> Required action
For the word "fabs", work out how many lines in the records below contain it and state that count alone.

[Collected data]

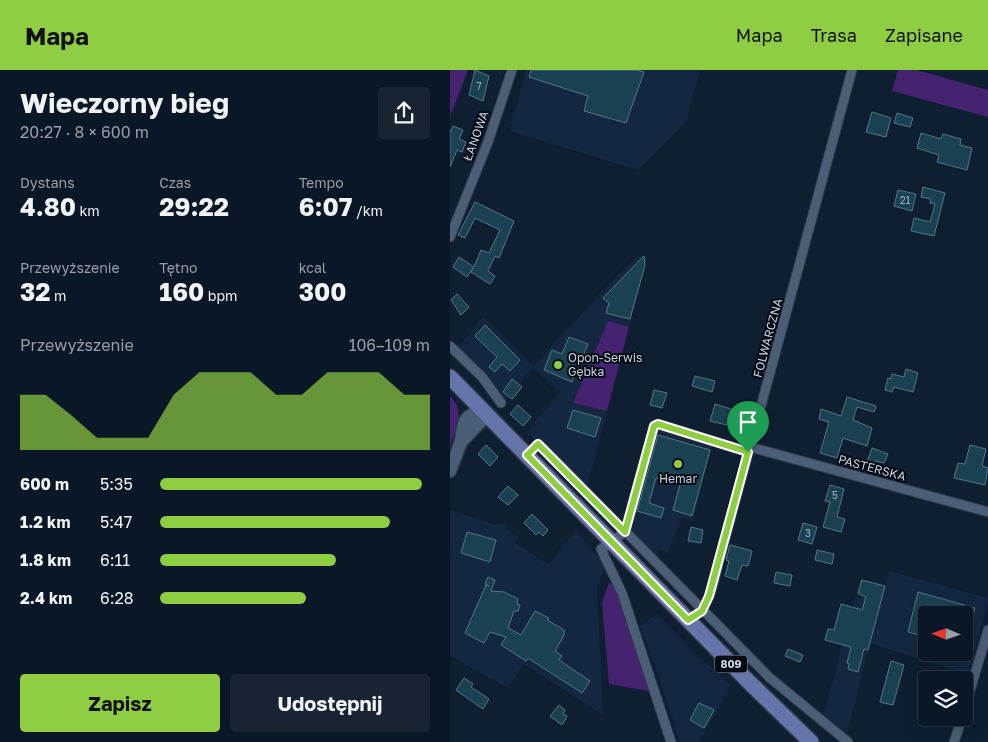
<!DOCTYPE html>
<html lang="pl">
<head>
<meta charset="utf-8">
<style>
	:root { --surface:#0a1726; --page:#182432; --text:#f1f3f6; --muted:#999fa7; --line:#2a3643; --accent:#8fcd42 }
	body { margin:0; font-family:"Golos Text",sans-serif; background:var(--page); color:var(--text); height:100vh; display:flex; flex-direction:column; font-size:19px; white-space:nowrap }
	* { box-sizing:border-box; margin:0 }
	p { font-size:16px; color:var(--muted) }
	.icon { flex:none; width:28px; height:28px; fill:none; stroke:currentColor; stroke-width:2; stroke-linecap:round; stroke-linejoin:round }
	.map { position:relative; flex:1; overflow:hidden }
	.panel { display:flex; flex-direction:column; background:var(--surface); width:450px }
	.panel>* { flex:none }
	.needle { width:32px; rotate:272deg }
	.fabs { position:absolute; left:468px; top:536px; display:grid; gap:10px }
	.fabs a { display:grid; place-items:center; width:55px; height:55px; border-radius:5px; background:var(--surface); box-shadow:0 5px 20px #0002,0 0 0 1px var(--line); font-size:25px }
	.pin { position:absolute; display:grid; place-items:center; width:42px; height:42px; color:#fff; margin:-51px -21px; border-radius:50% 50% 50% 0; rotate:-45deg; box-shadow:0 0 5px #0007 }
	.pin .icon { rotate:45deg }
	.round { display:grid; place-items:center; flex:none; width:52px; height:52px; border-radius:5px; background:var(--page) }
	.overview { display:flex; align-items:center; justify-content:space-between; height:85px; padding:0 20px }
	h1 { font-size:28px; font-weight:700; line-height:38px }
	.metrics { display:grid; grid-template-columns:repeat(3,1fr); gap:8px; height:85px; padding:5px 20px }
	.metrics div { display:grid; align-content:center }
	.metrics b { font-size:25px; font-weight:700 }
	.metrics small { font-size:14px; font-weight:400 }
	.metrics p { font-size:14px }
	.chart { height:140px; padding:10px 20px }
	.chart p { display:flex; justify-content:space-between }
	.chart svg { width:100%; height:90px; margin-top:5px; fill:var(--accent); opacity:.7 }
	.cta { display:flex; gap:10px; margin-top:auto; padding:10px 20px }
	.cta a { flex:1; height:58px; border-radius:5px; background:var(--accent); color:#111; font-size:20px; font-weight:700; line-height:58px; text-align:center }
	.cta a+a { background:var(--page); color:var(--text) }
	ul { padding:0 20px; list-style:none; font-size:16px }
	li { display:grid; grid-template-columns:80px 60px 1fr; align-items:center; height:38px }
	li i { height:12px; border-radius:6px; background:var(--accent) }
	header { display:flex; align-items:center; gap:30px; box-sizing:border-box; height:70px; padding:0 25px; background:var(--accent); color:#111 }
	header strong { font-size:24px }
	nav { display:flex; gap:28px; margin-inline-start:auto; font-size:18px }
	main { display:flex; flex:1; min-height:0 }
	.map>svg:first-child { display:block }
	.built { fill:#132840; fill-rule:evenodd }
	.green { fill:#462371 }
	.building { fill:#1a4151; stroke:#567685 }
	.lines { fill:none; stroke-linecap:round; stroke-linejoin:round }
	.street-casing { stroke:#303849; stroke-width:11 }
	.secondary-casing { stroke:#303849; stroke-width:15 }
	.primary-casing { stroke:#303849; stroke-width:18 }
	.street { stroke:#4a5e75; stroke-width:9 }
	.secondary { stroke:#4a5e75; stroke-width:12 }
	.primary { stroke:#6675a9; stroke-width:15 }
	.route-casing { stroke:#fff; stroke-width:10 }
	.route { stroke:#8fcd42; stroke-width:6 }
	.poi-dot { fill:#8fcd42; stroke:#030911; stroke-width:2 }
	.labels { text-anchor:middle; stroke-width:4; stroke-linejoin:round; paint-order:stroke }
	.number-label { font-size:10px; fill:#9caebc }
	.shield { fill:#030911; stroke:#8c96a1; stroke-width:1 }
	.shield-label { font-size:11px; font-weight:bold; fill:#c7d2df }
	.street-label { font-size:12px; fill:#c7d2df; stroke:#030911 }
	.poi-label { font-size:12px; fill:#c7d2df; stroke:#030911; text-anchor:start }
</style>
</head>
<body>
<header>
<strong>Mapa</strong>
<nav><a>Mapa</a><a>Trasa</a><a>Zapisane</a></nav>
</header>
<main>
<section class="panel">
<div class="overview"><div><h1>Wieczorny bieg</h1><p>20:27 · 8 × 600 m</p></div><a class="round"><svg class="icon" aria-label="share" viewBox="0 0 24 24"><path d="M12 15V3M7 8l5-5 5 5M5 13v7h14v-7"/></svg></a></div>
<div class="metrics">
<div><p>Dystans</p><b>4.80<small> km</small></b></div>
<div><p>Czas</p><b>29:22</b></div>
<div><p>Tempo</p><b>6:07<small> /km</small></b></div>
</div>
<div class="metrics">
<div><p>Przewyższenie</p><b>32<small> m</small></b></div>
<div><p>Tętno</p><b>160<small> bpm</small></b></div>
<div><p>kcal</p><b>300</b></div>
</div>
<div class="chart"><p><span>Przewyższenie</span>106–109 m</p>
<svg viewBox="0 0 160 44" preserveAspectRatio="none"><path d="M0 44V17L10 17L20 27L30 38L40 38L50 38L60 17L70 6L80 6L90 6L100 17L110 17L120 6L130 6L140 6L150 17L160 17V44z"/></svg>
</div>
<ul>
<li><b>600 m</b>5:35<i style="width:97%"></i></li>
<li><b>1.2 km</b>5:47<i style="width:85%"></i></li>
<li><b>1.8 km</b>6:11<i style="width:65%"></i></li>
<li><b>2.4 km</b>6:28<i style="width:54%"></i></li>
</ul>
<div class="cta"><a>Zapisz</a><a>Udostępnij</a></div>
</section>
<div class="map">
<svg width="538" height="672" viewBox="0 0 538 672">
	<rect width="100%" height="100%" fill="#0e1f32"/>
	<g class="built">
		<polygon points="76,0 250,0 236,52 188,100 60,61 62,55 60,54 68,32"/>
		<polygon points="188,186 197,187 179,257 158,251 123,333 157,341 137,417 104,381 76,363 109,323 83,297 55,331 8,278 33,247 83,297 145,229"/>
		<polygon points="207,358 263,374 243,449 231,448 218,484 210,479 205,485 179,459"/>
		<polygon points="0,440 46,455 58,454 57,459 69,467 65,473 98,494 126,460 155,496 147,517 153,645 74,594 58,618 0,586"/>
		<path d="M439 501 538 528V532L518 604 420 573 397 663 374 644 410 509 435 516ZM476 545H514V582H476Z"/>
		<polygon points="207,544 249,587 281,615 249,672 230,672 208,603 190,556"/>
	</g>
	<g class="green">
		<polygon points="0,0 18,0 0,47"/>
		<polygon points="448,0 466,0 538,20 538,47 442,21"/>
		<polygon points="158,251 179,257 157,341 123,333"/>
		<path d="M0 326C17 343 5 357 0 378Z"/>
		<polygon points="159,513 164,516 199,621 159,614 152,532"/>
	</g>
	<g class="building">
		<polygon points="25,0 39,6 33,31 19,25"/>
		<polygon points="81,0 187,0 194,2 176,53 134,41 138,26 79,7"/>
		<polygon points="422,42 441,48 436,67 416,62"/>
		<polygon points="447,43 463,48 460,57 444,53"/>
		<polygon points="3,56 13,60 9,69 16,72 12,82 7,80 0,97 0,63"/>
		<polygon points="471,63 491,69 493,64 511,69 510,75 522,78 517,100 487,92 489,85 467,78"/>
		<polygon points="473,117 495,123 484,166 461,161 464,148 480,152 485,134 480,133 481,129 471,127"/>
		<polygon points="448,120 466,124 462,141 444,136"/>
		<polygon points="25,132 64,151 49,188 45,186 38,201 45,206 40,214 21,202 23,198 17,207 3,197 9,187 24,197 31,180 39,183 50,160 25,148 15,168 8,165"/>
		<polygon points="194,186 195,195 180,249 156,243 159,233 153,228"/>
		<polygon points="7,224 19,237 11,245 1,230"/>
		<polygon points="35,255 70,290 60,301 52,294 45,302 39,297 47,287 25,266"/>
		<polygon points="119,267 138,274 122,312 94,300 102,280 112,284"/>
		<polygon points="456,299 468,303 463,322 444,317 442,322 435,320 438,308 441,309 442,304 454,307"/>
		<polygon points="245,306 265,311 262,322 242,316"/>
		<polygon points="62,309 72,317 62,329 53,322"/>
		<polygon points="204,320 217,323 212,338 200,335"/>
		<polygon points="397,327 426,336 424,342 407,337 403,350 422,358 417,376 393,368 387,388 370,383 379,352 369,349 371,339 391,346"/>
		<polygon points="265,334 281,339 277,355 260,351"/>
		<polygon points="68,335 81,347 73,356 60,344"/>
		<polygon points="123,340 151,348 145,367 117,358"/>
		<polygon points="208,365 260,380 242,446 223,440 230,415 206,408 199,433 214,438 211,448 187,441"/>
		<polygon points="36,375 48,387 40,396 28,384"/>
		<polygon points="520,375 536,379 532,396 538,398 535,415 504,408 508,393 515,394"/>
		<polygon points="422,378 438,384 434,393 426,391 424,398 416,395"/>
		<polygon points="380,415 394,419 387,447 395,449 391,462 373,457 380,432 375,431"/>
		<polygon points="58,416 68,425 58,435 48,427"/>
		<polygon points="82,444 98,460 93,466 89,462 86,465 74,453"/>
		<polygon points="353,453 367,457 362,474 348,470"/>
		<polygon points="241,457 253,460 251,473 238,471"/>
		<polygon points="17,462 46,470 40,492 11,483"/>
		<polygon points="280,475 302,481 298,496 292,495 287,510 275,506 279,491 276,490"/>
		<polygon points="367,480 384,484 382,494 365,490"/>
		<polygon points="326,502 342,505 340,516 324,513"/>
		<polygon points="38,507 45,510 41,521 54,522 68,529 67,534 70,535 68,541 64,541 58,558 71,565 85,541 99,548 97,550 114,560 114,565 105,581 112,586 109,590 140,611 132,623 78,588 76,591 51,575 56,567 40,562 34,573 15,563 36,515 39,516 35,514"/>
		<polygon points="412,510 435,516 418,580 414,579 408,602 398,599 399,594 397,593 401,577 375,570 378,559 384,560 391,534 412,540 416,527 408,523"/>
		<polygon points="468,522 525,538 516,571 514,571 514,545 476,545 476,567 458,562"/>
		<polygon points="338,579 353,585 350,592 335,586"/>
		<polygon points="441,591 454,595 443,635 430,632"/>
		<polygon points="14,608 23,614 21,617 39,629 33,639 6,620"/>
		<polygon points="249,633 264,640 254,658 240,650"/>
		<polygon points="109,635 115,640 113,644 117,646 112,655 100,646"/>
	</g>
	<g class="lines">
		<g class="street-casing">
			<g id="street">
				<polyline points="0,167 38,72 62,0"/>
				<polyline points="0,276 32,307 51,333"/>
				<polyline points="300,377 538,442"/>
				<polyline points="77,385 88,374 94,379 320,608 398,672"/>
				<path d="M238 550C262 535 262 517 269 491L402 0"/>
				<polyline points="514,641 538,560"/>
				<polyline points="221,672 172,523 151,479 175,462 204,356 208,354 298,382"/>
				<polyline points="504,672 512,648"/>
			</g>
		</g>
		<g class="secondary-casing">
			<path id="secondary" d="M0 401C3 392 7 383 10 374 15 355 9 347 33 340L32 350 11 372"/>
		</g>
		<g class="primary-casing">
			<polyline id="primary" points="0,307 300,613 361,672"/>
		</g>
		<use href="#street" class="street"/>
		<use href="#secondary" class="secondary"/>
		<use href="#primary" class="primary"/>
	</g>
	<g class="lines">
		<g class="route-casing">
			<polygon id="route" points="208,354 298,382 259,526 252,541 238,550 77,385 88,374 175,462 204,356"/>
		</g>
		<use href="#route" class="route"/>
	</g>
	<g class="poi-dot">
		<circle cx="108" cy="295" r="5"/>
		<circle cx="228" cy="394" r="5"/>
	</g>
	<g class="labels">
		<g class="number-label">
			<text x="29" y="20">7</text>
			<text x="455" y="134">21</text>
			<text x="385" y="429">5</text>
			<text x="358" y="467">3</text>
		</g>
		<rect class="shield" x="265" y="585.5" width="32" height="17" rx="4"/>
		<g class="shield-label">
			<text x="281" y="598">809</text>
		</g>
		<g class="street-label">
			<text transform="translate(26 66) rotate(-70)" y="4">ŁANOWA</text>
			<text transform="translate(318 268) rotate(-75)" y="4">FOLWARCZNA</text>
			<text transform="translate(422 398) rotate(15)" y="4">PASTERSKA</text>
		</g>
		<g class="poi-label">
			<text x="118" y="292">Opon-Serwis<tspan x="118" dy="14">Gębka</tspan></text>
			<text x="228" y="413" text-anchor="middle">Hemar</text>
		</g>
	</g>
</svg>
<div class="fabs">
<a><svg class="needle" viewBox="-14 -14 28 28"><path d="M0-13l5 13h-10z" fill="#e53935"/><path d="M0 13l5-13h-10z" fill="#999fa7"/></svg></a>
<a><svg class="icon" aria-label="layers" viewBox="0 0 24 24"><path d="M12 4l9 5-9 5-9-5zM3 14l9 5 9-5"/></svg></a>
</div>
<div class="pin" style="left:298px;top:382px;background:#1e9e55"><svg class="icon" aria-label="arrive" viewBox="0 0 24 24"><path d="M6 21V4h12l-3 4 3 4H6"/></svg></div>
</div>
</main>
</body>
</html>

> Response
3